(Beginning of DATA SUPPLIED)

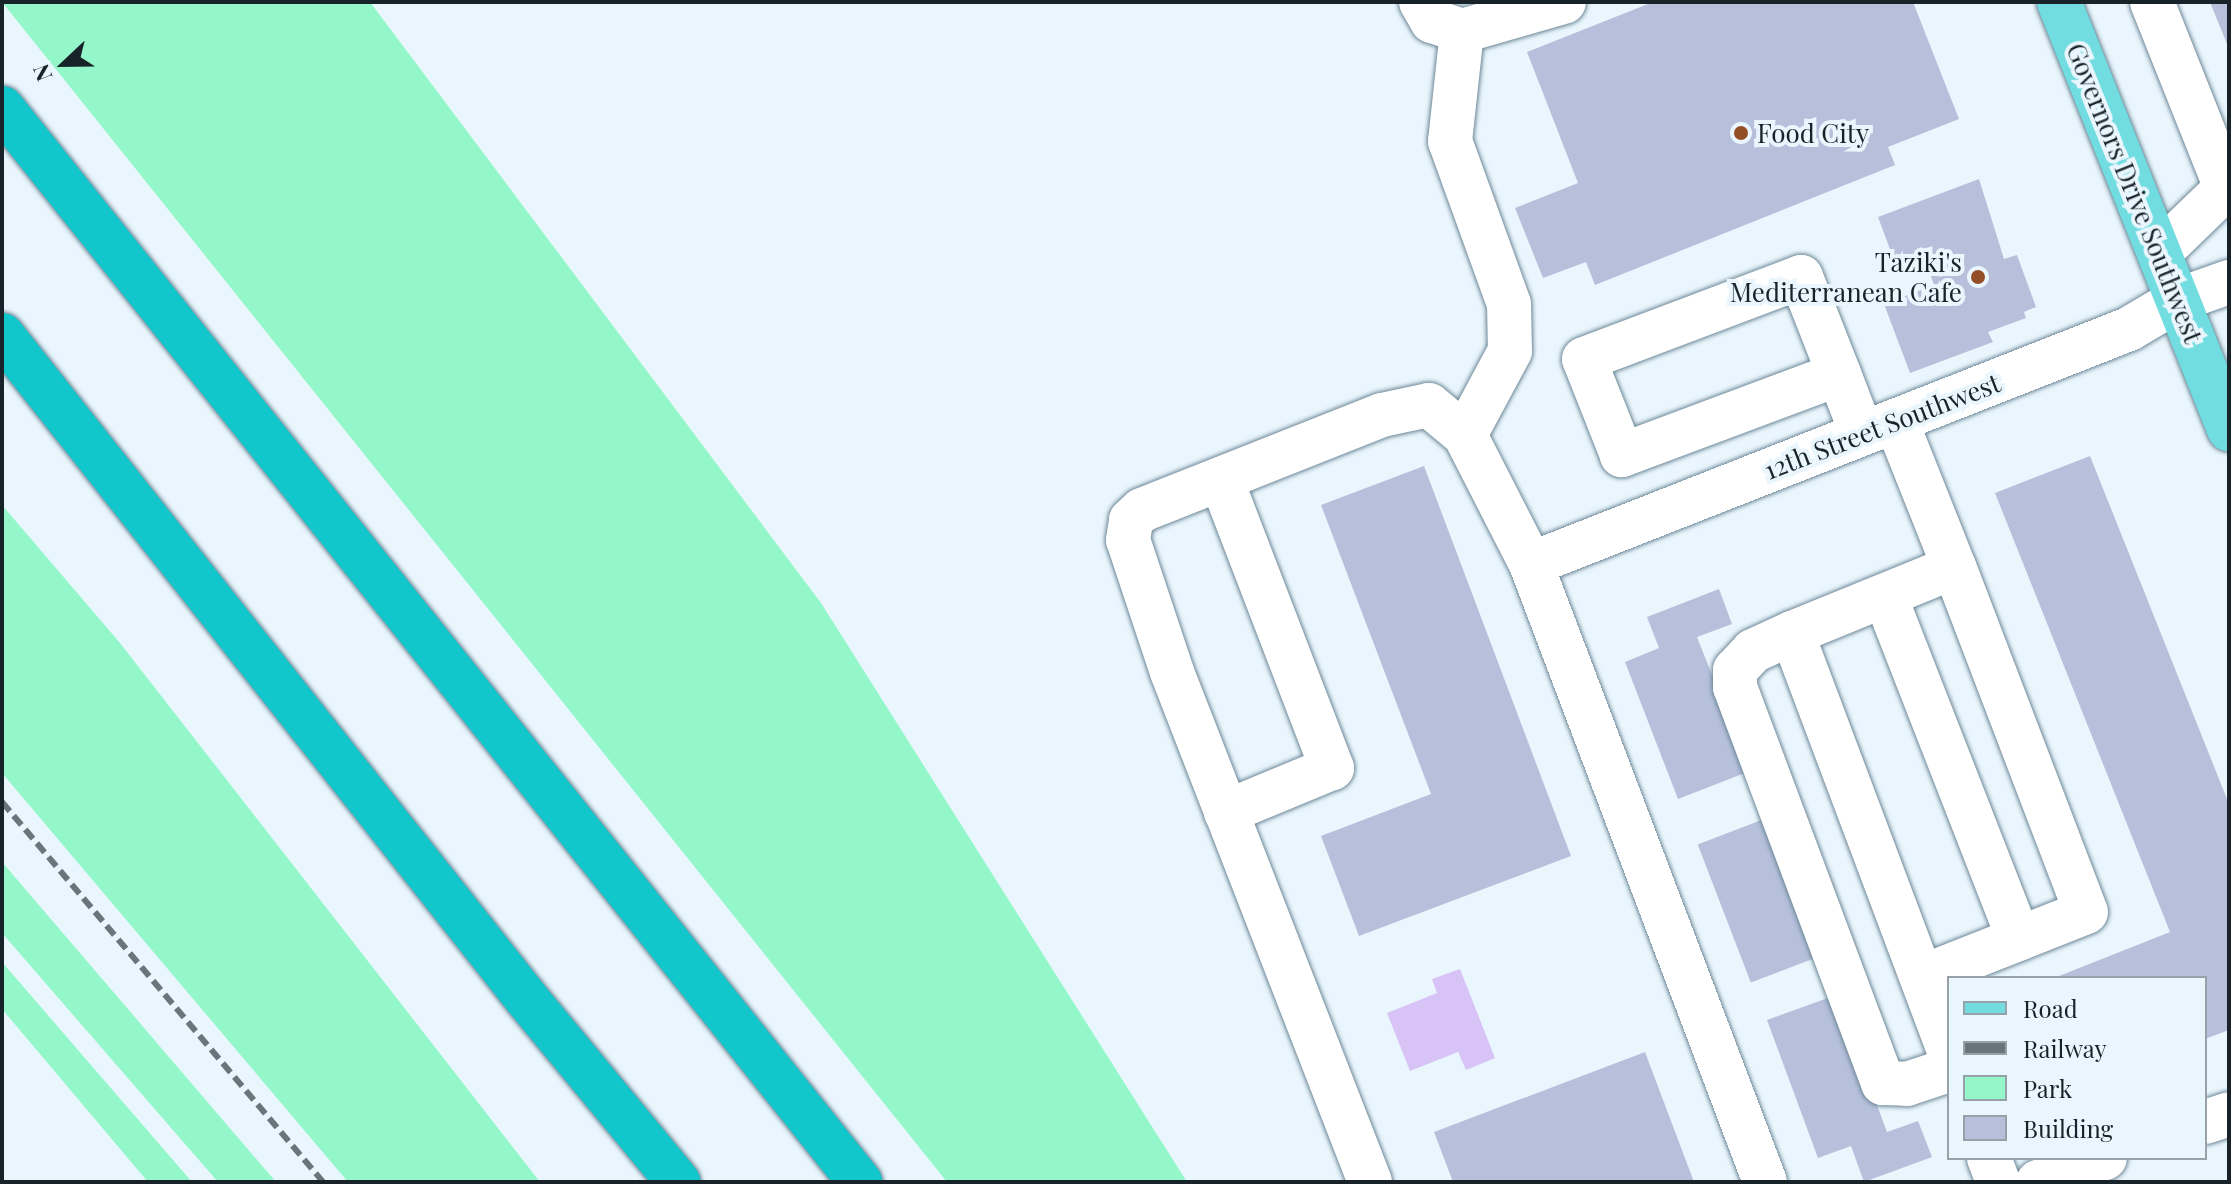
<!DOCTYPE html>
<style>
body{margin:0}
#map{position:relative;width:2231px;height:1184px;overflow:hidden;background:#eaf6fd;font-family:"Playfair Display",serif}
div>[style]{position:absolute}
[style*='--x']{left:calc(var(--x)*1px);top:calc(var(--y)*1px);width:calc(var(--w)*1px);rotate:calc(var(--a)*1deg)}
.green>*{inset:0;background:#93f7ca}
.water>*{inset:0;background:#d8c3f6}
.building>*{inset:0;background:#b6c0db;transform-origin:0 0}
.roads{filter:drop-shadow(0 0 2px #6d8898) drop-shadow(0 0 2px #6d8898)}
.minor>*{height:44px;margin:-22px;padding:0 22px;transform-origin:22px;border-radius:22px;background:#fff}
.major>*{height:44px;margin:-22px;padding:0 22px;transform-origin:22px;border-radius:22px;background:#71dde0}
.highway>*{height:44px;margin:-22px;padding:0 22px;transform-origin:22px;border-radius:22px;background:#12c7cc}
.rail>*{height:6px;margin-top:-3px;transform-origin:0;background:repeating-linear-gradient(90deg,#69747b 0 12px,transparent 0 18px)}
.dots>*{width:22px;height:22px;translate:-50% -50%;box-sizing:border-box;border:4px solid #eaf6fd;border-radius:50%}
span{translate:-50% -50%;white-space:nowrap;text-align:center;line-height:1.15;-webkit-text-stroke:8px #eaf6fd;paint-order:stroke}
.poi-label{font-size:26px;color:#182329}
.left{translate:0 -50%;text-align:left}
.right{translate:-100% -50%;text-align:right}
.street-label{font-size:26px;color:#182329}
.frame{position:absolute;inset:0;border:4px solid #182329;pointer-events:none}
.legend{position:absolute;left:1947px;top:976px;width:260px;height:184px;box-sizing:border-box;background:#eaf6fd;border:2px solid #96a2a8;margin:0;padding:10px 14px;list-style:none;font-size:24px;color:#182329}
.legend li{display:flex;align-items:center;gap:16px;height:40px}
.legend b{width:40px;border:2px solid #96a2a8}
.north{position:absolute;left:24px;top:24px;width:80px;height:80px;-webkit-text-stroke:6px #eaf6fd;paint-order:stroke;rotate:248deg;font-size:22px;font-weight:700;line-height:32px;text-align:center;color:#182329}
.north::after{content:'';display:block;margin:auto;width:28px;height:36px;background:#182329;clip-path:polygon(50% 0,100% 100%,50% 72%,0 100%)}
</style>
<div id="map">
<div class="green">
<div style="clip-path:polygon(2px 2px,370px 2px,821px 603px,1187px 1182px,947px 1182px)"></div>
<div style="clip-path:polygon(2px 505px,120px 643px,540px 1182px,348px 1182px,2px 773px)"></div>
<div style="clip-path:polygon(2px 862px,276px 1182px,218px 1182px,2px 933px)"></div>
<div style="clip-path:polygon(2px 962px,192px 1182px,148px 1182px,2px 1009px)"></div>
</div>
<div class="water">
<div style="clip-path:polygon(1460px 969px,1495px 1058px,1466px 1070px,1458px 1052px,1410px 1071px,1387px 1013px,1437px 993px,1432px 979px)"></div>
</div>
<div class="building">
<div style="clip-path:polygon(1653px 2px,1913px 2px,1959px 119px,1888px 147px,1895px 165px,1595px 285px,1586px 262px,1543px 278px,1515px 208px,1578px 183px,1527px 52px)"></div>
<div style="clip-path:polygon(2210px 2px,2229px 2px,2229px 49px)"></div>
<div style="clip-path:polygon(1979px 179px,2004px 259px,2017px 255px,2036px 307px,2024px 312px,2026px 318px,1988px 332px,1993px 342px,1910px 373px,1884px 304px,1934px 285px,1924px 258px,1897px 268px,1878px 217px)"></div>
<div style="clip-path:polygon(2090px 456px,2229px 804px,2229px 1030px,2205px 1039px,2205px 978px,2054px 978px,2170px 932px,1995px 493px)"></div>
<div style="clip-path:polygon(1424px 466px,1571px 856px,1359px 936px,1321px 836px,1431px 794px,1321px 505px)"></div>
<div style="clip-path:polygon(1719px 589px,1732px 624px,1697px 637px,1750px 771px,1678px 799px,1625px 662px,1659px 648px,1647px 617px)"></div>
<div style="left:1764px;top:819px;width:148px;height:71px;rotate:69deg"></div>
<div style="clip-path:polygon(1836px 995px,1887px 1132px,1918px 1121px,1932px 1157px,1864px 1182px,1851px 1146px,1818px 1158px,1767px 1020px)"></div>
<div style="clip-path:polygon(1645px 1052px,1694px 1182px,1453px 1182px,1434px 1132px)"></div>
</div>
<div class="roads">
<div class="minor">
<div style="--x:1421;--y:2;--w:22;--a:60"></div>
<div style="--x:1432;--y:21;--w:32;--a:18"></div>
<div style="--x:1462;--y:31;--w:106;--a:-15.9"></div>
<div style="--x:2152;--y:2;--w:200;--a:68.3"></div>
<div style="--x:2226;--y:188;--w:93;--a:135.9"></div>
<div style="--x:1462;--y:31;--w:111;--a:96.2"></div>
<div style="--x:1450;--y:141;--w:173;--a:70.1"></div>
<div style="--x:1509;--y:304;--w:47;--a:88.8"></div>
<div style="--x:1510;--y:351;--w:95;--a:118.2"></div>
<div style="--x:1839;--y:374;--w:232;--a:159.5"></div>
<div style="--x:1622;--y:455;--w:103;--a:-111.6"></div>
<div style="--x:1584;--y:359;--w:232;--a:-20.7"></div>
<div style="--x:1801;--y:277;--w:104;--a:68.6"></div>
<div style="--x:1839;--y:374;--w:64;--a:69"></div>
<div style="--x:1896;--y:421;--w:157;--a:68.3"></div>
<div style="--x:1954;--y:567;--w:175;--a:157.8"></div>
<div style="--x:1792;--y:633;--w:447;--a:69.4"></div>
<div style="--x:1221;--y:479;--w:310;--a:69"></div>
<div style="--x:1332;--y:768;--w:115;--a:157.5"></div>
<div style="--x:1531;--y:564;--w:643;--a:-21.45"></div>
<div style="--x:2129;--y:329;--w:57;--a:-30.6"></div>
<div style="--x:2178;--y:300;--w:54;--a:-19.4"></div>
<div style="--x:1885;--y:596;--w:368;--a:68.7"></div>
<div style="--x:1792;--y:633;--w:43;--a:155.2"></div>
<div style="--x:1753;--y:651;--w:26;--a:133"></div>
<div style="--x:1735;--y:670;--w:17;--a:90"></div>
<div style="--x:1735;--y:687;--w:423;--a:69.5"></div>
<div style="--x:1883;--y:1083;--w:24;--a:2"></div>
<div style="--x:1907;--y:1084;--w:44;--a:-18.4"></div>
<div style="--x:1922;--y:977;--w:176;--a:-21.6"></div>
<div style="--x:2086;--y:912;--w:369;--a:-110.9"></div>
<div style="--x:2205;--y:1122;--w:25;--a:-18"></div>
<div style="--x:1989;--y:1158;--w:26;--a:69"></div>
<div style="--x:1370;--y:1182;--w:547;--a:-111.22"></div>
<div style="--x:1172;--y:672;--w:139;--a:-108.4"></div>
<div style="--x:1128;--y:540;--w:20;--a:-81"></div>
<div style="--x:1131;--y:520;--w:15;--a:-42"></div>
<div style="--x:1142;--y:510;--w:258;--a:-21.6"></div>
<div style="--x:1382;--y:415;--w:48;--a:-12"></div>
<div style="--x:1429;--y:405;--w:47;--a:39.8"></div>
<div style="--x:1465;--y:435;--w:145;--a:62.9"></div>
<div style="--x:1531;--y:564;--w:661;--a:69.26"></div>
<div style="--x:2038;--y:1182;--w:71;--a:-19.7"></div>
</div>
<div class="major">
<div style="--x:2059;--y:2;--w:460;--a:68.3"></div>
</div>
<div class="highway">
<div style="--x:2;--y:108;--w:1375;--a:51.38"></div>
<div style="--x:2;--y:335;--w:845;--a:51.68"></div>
<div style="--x:526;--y:998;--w:239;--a:50.4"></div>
</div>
</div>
<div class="rail">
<div style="--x:2;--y:802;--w:497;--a:49.8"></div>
</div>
<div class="dots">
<div style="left:1741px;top:133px;background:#944e26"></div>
<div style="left:1978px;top:277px;background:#944e26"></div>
</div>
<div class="poi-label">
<span class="left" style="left:1757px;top:133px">Food City</span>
<span class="right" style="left:1962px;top:277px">Taziki's<br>Mediterranean Cafe</span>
</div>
<div class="street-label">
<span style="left:2135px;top:193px;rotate:68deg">Governors Drive Southwest</span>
<span style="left:1882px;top:426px;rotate:-21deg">12th Street Southwest</span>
</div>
<div class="frame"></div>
<ul class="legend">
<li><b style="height:10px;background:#71dde0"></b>Road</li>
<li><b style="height:10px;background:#69747b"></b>Railway</li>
<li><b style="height:22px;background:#93f7ca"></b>Park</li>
<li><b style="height:22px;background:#b6c0db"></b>Building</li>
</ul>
<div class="north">N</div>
</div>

(End of DATA SUPPLIED)

-- YOUR OBJECTIVE --
Include the first line of the records, the line containing "2px #6d8898) drop-shadow(0", and every line between them, repeated exactly. Skip the pictures.

-- SOLUTION BELOW --
<!DOCTYPE html>
<style>
body{margin:0}
#map{position:relative;width:2231px;height:1184px;overflow:hidden;background:#eaf6fd;font-family:"Playfair Display",serif}
div>[style]{position:absolute}
[style*='--x']{left:calc(var(--x)*1px);top:calc(var(--y)*1px);width:calc(var(--w)*1px);rotate:calc(var(--a)*1deg)}
.green>*{inset:0;background:#93f7ca}
.water>*{inset:0;background:#d8c3f6}
.building>*{inset:0;background:#b6c0db;transform-origin:0 0}
.roads{filter:drop-shadow(0 0 2px #6d8898) drop-shadow(0 0 2px #6d8898)}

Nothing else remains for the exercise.